Stored items:
_ _ _ _ _ _ _

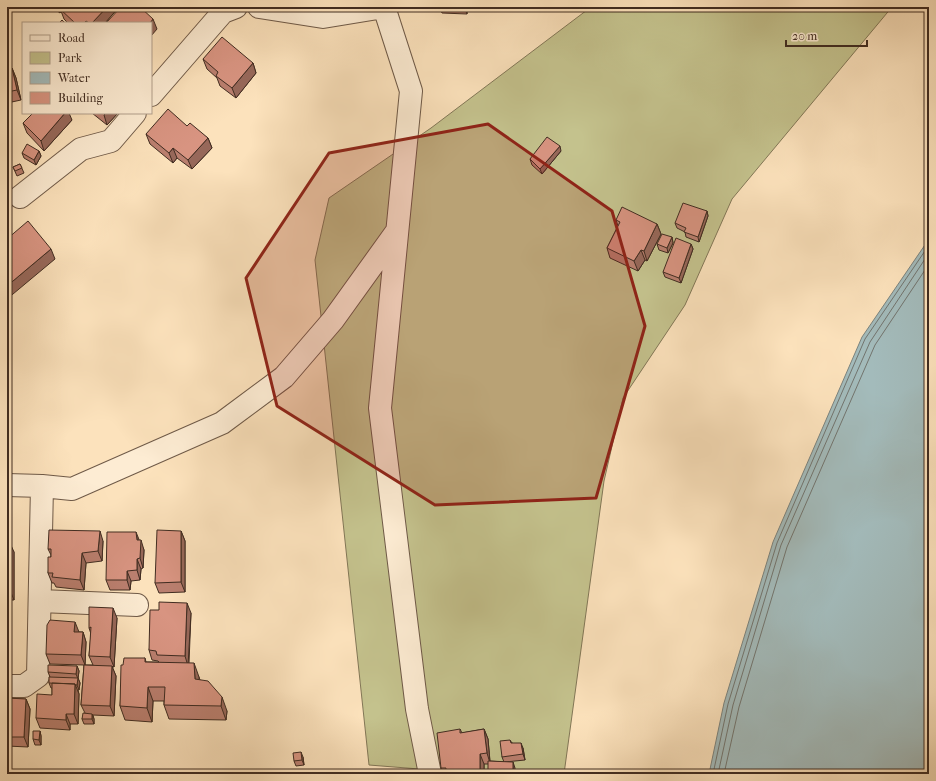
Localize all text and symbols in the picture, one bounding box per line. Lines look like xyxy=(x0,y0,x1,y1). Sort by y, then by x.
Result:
legend xyxy=(22,22,152,114)
scale bar xyxy=(786,22,867,48)
text: 20 m xyxy=(792,29,817,43)
text: Road xyxy=(58,31,85,45)
text: Park xyxy=(58,51,83,65)
text: Water xyxy=(57,71,91,85)
text: Building xyxy=(58,91,103,105)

_ _ _ _ _ _ _

Set down every entry above verbatim, without pictures.

→ **REPLY TO THE TASK**:
Localize all text and symbols in the picture, one bounding box per line. Lines look like xyxy=(x0,y0,x1,y1). Sort by y, then by x.
Result:
legend xyxy=(22,22,152,114)
scale bar xyxy=(786,22,867,48)
text: 20 m xyxy=(792,29,817,43)
text: Road xyxy=(58,31,85,45)
text: Park xyxy=(58,51,83,65)
text: Water xyxy=(57,71,91,85)
text: Building xyxy=(58,91,103,105)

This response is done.